Material for the task START

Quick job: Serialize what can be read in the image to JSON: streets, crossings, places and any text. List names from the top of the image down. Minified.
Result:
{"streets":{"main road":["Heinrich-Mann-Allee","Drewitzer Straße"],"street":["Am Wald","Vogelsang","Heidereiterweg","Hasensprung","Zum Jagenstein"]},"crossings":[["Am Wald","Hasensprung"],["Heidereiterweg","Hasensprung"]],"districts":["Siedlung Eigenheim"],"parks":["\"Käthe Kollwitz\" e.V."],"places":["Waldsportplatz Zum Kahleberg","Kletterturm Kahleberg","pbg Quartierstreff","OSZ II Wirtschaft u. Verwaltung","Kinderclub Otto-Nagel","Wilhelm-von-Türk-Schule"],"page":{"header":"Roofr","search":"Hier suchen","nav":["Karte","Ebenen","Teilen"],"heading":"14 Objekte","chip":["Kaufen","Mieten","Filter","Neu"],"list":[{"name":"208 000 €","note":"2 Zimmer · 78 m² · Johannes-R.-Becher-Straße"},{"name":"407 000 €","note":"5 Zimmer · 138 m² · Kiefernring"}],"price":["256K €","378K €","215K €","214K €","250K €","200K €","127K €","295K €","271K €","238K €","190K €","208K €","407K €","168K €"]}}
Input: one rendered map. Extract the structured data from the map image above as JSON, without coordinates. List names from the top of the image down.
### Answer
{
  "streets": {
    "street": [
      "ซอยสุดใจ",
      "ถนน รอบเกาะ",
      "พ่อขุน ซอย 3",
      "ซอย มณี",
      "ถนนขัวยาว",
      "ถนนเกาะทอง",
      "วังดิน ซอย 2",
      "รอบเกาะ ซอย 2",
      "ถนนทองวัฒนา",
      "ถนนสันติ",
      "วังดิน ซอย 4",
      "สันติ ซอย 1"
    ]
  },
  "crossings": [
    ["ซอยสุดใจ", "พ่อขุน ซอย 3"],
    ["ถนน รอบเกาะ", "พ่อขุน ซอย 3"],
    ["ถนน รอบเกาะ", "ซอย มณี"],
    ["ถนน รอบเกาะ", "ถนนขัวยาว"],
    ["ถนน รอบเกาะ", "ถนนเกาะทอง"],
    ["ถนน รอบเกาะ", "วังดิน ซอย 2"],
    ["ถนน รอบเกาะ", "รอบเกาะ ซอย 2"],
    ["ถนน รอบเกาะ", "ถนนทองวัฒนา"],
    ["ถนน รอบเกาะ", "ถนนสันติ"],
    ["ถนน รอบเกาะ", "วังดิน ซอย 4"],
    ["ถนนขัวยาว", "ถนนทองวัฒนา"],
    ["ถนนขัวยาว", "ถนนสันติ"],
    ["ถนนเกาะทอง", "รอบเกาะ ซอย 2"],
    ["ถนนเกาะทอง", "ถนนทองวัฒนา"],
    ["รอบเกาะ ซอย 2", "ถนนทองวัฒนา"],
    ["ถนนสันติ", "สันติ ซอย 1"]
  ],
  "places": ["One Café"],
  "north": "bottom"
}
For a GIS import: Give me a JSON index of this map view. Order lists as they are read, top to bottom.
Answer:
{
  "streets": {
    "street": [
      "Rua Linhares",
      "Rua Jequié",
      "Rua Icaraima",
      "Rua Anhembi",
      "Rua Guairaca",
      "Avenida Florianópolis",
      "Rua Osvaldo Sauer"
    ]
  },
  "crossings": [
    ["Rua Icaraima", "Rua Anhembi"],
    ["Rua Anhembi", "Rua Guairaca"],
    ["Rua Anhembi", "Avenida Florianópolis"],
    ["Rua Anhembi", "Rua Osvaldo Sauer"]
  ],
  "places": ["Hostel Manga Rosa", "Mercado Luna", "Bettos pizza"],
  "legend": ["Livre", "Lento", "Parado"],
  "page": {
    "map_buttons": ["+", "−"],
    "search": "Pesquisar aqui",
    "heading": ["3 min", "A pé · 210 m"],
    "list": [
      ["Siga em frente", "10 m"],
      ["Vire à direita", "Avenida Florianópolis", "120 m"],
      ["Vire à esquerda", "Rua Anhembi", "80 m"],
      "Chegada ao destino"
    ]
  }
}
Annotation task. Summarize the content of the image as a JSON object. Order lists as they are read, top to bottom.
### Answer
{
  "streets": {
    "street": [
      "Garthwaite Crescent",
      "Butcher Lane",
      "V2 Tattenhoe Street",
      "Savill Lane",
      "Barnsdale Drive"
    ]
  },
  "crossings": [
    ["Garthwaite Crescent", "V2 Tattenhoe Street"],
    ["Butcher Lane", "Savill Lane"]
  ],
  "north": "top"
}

Material for the task END

- What needs to be done
Set all the data down again, exactly as it reads above.

- Output
Quick job: Serialize what can be read in the image to JSON: streets, crossings, places and any text. List names from the top of the image down. Minified.
Result:
{"streets":{"main road":["Heinrich-Mann-Allee","Drewitzer Straße"],"street":["Am Wald","Vogelsang","Heidereiterweg","Hasensprung","Zum Jagenstein"]},"crossings":[["Am Wald","Hasensprung"],["Heidereiterweg","Hasensprung"]],"districts":["Siedlung Eigenheim"],"parks":["\"Käthe Kollwitz\" e.V."],"places":["Waldsportplatz Zum Kahleberg","Kletterturm Kahleberg","pbg Quartierstreff","OSZ II Wirtschaft u. Verwaltung","Kinderclub Otto-Nagel","Wilhelm-von-Türk-Schule"],"page":{"header":"Roofr","search":"Hier suchen","nav":["Karte","Ebenen","Teilen"],"heading":"14 Objekte","chip":["Kaufen","Mieten","Filter","Neu"],"list":[{"name":"208 000 €","note":"2 Zimmer · 78 m² · Johannes-R.-Becher-Straße"},{"name":"407 000 €","note":"5 Zimmer · 138 m² · Kiefernring"}],"price":["256K €","378K €","215K €","214K €","250K €","200K €","127K €","295K €","271K €","238K €","190K €","208K €","407K €","168K €"]}}
Input: one rendered map. Extract the structured data from the map image above as JSON, without coordinates. List names from the top of the image down.
### Answer
{
  "streets": {
    "street": [
      "ซอยสุดใจ",
      "ถนน รอบเกาะ",
      "พ่อขุน ซอย 3",
      "ซอย มณี",
      "ถนนขัวยาว",
      "ถนนเกาะทอง",
      "วังดิน ซอย 2",
      "รอบเกาะ ซอย 2",
      "ถนนทองวัฒนา",
      "ถนนสันติ",
      "วังดิน ซอย 4",
      "สันติ ซอย 1"
    ]
  },
  "crossings": [
    ["ซอยสุดใจ", "พ่อขุน ซอย 3"],
    ["ถนน รอบเกาะ", "พ่อขุน ซอย 3"],
    ["ถนน รอบเกาะ", "ซอย มณี"],
    ["ถนน รอบเกาะ", "ถนนขัวยาว"],
    ["ถนน รอบเกาะ", "ถนนเกาะทอง"],
    ["ถนน รอบเกาะ", "วังดิน ซอย 2"],
    ["ถนน รอบเกาะ", "รอบเกาะ ซอย 2"],
    ["ถนน รอบเกาะ", "ถนนทองวัฒนา"],
    ["ถนน รอบเกาะ", "ถนนสันติ"],
    ["ถนน รอบเกาะ", "วังดิน ซอย 4"],
    ["ถนนขัวยาว", "ถนนทองวัฒนา"],
    ["ถนนขัวยาว", "ถนนสันติ"],
    ["ถนนเกาะทอง", "รอบเกาะ ซอย 2"],
    ["ถนนเกาะทอง", "ถนนทองวัฒนา"],
    ["รอบเกาะ ซอย 2", "ถนนทองวัฒนา"],
    ["ถนนสันติ", "สันติ ซอย 1"]
  ],
  "places": ["One Café"],
  "north": "bottom"
}
For a GIS import: Give me a JSON index of this map view. Order lists as they are read, top to bottom.
Answer:
{
  "streets": {
    "street": [
      "Rua Linhares",
      "Rua Jequié",
      "Rua Icaraima",
      "Rua Anhembi",
      "Rua Guairaca",
      "Avenida Florianópolis",
      "Rua Osvaldo Sauer"
    ]
  },
  "crossings": [
    ["Rua Icaraima", "Rua Anhembi"],
    ["Rua Anhembi", "Rua Guairaca"],
    ["Rua Anhembi", "Avenida Florianópolis"],
    ["Rua Anhembi", "Rua Osvaldo Sauer"]
  ],
  "places": ["Hostel Manga Rosa", "Mercado Luna", "Bettos pizza"],
  "legend": ["Livre", "Lento", "Parado"],
  "page": {
    "map_buttons": ["+", "−"],
    "search": "Pesquisar aqui",
    "heading": ["3 min", "A pé · 210 m"],
    "list": [
      ["Siga em frente", "10 m"],
      ["Vire à direita", "Avenida Florianópolis", "120 m"],
      ["Vire à esquerda", "Rua Anhembi", "80 m"],
      "Chegada ao destino"
    ]
  }
}
Annotation task. Summarize the content of the image as a JSON object. Order lists as they are read, top to bottom.
### Answer
{
  "streets": {
    "street": [
      "Garthwaite Crescent",
      "Butcher Lane",
      "V2 Tattenhoe Street",
      "Savill Lane",
      "Barnsdale Drive"
    ]
  },
  "crossings": [
    ["Garthwaite Crescent", "V2 Tattenhoe Street"],
    ["Butcher Lane", "Savill Lane"]
  ],
  "north": "top"
}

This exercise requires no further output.